For the filling, first place the bell peppers and tomatoes in a dry skillet and roast in your oven until charred and soft, about 5 minutes for the tomatoes and 20 minutes for the peppers. Peel the peppers and chop. Set aside.

To prepare the chayote, first remove the skin using a peeler. Next, remove the flesh. Chayote have a large oblong seed in the middle, similar to a mango. Cut the flesh away and discard the seed. Chop the chayote into bite-sized pieces. Preheat the 1 tablespoon of vegetable oil in a large sauté pan in your oven. When hot, add the chayote and roast, stirring frequently, until tender, about 4 minutes. Set aside and allow to cool.

To make the filling, stir together the roasted tomatoes, roasted peppers and chayote with the remaining ingredients. Season with salt and pepper to taste.

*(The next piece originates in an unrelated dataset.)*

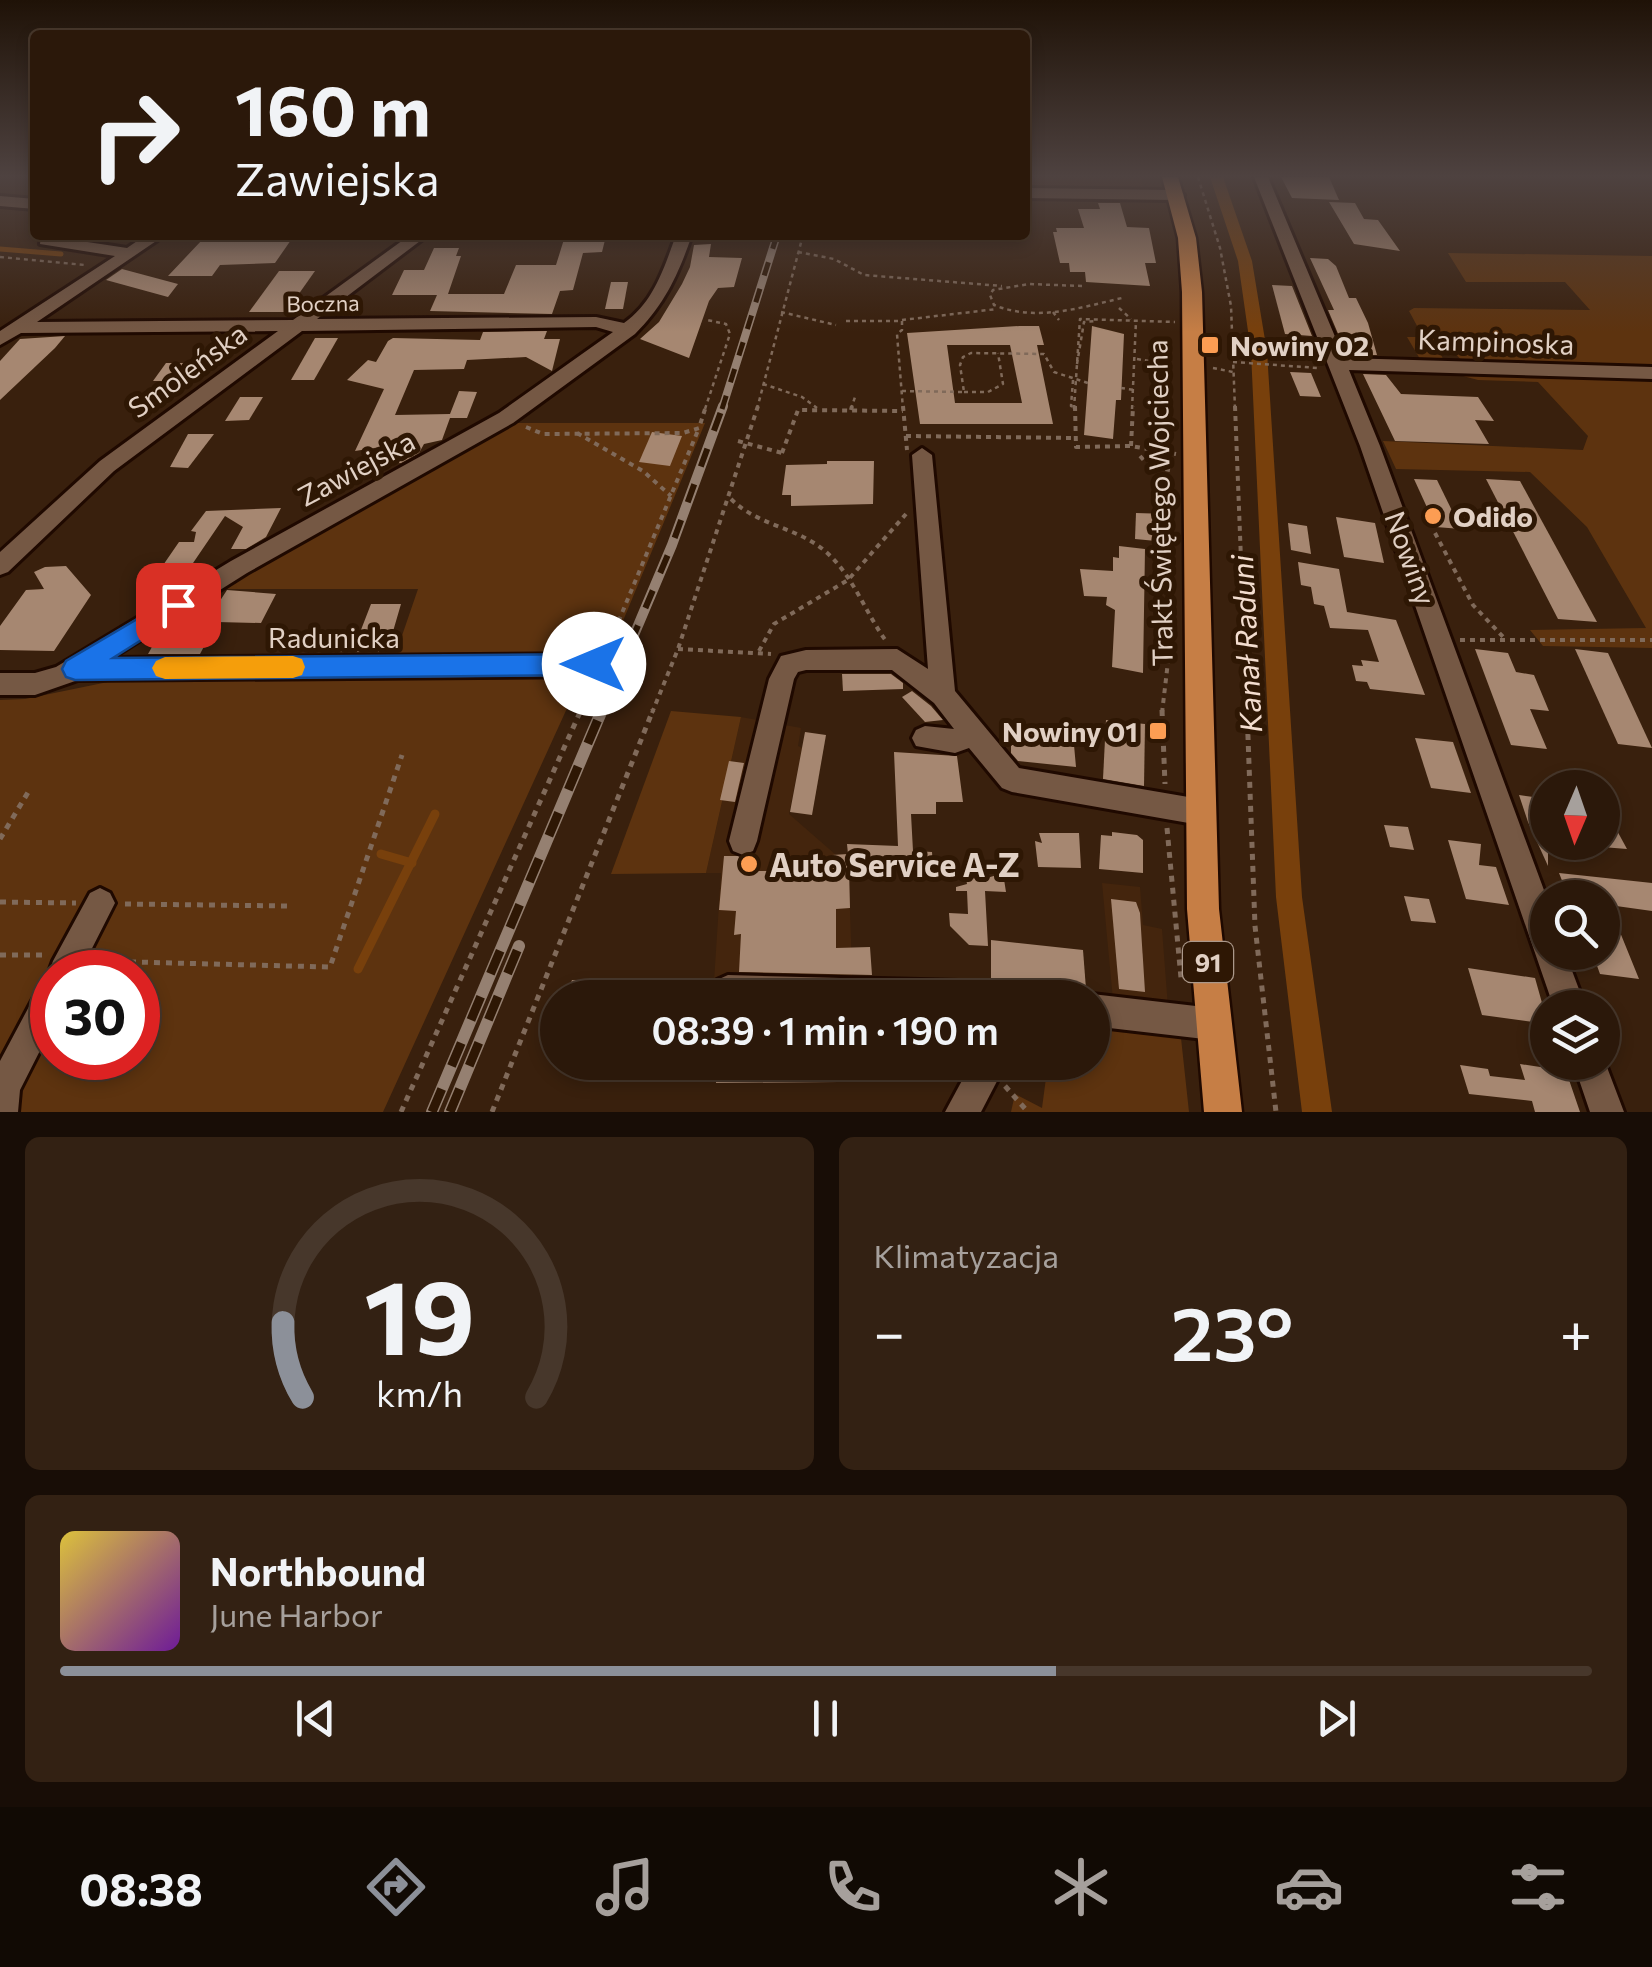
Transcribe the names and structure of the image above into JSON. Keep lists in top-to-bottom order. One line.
{"streets":{"main road":["Trakt Świętego Wojciecha","91"],"street":["Boczna","Kampinoska","Smoleńska","Zawiejska","Nowiny","Radunicka"]},"crossings":[["Boczna","Smoleńska"],["Boczna","Zawiejska"],["Kampinoska","Nowiny"],["Zawiejska","Radunicka"]],"water":["Kanał Raduni"],"places":{"transit":["Nowiny 02","Nowiny 01"],"other":["Odido","Auto Service A-Z"]},"north":"bottom","page":{"turn":["160 m","Zawiejska"],"limit":"30","trip":"08:39 · 1 min · 190 m","tile":"Klimatyzacja","heat":["−","23°","+"],"song":["Northbound","June Harbor"],"tabs":"08:38","gauge":["19","km/h"]}}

Next, get the salsa verde going: Place all of the ingredients except the cilantro and lime juice in a dry skillet and roast in your wood oven until charred and soft, about 15 minutes. Set aside.

Meanwhile, assemble the enchiladas. Heat a dry skillet on your stove over medium-low heat. Use this to warm each tortilla for a few seconds on both sides to make them pliable and avoid breakage as you build. Spread a thin layer of your enchilada sauce over the bottom of an ovenproof 9x13 baking dish. Next, smear a line of softened cream cheese down the middle of your warmed tortilla. Add about 1/4-1/3 cup of filling, roll up, and place seam side down in your baking dish. Spoon sauce over the tortilla to coat. Repeat with all the tortillas. They should fit pretty well nestled together in a 9x13 dish. Top with the remaining enchilada sauce, filling in all the nooks and crannies. Sprinkle the remaining Chihuahua cheese over the top, cover with foil, and place on a rack in your wood oven to bake. Cook until bubbling and hot in the middle, about 40-50 minutes depending on the heat of your oven. Remove the foil for the last 5 minutes of cooking time to allow the cheese to brown on top. Allow to cool for at least 10 minutes before serving.

While the enchiladas are baking, finish the salsa verde. Remove the stems and seeds from the serrano and jalepeno. Place the peppers in the carafe of a blender along with the tomatillo, onion, garlic cilantro and lime juice. Process until smooth and season with salt and pepper to taste.

To serve, spoon a pool of salsa verde onto each plate. Place a portion of enchilada on top. Sprinkle with queso fresco and serve with a dollop of sour cream. Crack open a fresh Dos Equis or top off that margarita (you’ve been drinking this whole time, right? It helps the prep go by like a breeze…) and enjoy your Mexican feast.